[Stored dataset items]

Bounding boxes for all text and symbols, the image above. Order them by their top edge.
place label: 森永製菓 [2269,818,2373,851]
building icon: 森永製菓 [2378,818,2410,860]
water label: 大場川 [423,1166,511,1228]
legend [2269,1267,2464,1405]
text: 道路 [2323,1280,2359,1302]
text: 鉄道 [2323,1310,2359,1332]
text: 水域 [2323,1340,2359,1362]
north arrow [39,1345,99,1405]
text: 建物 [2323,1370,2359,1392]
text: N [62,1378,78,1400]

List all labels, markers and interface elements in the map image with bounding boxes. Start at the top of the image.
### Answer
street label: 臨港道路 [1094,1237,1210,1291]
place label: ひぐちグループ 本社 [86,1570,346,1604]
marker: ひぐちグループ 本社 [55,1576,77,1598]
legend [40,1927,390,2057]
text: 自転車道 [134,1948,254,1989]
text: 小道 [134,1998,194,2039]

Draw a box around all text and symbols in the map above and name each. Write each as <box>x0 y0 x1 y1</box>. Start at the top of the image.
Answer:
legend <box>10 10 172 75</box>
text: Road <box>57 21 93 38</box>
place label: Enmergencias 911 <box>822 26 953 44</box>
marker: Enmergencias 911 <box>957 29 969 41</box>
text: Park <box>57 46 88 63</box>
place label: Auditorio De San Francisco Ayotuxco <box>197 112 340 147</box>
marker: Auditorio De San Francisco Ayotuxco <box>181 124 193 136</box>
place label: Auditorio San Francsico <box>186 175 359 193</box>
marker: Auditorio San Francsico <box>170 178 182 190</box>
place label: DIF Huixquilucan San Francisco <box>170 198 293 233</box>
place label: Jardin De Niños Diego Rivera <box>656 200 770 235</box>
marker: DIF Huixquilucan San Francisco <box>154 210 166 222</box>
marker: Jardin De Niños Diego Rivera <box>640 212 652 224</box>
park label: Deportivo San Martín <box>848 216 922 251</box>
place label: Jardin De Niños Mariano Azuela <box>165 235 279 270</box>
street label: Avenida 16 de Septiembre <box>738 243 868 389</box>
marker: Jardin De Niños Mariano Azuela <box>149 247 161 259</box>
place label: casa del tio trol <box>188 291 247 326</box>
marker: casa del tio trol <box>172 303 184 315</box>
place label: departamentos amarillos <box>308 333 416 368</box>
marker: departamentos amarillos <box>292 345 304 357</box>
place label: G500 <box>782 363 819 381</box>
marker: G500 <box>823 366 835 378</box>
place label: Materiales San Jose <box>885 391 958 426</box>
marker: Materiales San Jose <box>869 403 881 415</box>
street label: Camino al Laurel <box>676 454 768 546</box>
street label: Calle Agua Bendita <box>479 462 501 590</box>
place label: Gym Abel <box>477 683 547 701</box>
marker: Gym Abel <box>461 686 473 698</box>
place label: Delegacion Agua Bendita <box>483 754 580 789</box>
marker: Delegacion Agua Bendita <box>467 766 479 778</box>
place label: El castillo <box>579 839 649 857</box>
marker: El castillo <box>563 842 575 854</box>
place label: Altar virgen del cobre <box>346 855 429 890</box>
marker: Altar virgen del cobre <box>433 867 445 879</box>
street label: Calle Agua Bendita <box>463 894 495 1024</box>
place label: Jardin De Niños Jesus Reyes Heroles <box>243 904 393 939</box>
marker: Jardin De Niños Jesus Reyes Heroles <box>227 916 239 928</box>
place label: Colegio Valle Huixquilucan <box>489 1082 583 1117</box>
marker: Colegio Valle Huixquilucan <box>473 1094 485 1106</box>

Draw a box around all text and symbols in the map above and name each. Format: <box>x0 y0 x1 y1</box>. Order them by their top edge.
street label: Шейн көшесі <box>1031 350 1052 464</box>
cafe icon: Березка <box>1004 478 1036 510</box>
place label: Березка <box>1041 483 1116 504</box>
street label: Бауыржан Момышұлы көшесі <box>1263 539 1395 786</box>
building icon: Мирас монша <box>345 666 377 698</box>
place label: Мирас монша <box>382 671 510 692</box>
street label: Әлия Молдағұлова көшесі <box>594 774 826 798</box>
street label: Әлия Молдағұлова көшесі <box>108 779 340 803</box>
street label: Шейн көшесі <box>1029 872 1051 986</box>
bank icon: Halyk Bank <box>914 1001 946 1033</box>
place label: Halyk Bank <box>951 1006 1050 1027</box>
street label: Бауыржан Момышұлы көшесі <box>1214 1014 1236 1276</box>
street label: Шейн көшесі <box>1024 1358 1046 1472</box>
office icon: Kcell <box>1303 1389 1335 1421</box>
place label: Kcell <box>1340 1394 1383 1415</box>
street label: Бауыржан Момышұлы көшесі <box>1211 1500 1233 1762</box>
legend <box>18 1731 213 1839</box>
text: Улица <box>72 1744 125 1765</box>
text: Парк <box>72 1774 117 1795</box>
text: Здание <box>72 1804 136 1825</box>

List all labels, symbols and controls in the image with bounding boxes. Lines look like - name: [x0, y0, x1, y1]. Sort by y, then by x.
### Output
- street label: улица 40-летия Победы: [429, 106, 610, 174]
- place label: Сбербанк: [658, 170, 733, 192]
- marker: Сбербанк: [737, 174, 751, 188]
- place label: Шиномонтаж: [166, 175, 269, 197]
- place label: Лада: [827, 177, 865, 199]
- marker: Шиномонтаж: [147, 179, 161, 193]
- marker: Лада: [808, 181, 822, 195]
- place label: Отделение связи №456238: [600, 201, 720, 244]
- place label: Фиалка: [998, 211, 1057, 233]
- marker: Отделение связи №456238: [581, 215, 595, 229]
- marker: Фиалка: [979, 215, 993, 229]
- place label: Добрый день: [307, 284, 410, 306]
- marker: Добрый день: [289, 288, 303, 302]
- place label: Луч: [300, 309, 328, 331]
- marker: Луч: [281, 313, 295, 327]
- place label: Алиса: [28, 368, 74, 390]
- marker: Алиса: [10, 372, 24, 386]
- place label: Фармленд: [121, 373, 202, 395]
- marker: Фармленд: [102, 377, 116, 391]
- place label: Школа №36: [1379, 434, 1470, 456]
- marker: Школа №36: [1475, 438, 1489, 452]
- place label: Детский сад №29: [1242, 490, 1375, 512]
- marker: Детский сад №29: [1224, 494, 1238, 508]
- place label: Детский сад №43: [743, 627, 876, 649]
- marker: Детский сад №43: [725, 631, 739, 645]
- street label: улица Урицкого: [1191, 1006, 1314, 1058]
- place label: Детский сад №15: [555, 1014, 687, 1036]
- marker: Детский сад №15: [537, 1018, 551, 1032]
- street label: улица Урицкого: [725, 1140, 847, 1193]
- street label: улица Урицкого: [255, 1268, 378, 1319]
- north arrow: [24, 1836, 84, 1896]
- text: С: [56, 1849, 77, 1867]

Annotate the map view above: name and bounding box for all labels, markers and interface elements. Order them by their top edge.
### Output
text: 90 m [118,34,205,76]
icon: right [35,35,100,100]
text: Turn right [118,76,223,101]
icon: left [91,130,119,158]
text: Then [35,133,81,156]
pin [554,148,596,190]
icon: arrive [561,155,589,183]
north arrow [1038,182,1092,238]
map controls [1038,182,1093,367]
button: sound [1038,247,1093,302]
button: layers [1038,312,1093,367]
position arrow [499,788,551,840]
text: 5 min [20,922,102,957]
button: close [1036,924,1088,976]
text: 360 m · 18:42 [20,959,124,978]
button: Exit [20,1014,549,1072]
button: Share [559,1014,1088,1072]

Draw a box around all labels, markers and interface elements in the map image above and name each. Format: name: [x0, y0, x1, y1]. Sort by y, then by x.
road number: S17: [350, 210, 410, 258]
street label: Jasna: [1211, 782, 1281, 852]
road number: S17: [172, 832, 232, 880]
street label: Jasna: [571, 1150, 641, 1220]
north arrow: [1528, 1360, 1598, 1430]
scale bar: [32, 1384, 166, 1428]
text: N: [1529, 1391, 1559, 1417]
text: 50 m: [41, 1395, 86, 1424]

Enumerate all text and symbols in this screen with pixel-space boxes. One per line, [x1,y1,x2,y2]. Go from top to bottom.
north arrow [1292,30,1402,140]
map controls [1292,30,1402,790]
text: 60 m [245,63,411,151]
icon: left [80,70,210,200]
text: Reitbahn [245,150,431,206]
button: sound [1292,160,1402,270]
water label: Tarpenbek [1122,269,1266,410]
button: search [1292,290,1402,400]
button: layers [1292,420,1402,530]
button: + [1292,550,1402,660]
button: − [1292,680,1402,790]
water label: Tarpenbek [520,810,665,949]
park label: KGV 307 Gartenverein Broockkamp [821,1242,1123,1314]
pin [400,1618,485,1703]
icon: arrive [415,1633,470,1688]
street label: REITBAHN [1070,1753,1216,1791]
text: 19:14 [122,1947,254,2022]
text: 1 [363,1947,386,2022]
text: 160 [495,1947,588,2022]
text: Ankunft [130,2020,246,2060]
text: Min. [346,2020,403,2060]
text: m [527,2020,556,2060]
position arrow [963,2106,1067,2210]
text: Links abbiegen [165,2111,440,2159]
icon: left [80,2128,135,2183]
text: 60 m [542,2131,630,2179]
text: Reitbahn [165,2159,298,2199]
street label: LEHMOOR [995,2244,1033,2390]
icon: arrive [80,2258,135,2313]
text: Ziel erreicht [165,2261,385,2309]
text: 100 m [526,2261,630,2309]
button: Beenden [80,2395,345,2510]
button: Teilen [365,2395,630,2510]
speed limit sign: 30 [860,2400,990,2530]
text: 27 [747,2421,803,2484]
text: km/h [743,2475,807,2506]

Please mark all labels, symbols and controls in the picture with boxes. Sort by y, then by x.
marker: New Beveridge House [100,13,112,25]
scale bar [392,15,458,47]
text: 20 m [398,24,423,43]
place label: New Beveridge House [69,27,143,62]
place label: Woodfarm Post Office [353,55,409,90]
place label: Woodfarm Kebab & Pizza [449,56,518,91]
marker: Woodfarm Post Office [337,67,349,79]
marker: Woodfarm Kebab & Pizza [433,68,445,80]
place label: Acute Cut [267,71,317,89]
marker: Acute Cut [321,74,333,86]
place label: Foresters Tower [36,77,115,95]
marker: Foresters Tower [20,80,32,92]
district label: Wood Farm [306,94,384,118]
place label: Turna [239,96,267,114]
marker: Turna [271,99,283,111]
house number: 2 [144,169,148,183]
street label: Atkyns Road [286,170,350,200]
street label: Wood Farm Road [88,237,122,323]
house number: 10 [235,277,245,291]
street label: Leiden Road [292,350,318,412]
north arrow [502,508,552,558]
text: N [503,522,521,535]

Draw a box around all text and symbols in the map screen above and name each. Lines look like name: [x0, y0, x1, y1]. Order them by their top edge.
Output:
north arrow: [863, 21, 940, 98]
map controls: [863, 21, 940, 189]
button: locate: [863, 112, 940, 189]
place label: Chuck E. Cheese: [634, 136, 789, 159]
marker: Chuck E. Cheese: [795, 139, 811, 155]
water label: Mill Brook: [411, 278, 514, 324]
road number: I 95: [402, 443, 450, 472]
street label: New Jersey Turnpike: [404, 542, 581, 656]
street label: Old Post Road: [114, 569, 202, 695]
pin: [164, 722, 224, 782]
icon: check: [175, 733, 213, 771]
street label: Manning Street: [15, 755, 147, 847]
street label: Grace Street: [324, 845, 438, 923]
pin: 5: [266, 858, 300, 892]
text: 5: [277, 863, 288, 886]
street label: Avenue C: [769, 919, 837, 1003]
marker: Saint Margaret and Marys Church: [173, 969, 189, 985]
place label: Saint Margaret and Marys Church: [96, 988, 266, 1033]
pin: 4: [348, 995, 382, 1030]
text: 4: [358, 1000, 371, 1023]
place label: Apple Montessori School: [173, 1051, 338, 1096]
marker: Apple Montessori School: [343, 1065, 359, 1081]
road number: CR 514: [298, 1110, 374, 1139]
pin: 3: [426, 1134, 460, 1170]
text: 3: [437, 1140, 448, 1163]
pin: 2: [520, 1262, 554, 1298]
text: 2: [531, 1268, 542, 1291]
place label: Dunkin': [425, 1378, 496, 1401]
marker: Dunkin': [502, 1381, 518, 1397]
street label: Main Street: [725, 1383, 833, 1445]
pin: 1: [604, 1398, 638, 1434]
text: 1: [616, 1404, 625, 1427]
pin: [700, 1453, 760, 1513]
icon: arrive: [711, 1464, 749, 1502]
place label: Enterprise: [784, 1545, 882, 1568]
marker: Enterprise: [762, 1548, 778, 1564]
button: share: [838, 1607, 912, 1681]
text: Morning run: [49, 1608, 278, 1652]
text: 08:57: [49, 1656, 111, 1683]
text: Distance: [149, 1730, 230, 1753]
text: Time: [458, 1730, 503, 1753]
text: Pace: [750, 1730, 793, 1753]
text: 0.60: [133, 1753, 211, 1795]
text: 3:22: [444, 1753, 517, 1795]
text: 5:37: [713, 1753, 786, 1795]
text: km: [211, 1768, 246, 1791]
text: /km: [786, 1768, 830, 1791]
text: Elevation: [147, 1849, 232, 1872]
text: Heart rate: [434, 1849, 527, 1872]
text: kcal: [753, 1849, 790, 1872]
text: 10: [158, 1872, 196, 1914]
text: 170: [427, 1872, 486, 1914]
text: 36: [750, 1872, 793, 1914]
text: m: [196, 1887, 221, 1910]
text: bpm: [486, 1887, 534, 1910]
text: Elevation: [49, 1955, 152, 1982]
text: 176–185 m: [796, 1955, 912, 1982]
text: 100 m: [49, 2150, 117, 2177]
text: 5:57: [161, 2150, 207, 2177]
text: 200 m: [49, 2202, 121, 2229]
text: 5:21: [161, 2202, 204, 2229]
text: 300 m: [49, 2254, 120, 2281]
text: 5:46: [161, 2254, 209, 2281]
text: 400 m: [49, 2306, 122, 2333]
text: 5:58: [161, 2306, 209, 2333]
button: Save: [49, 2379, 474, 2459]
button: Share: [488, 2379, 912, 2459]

*Work item:*
Among the entries above, how many lines include the word "Rivera"? Give the number with no comment.

*Answer:*
2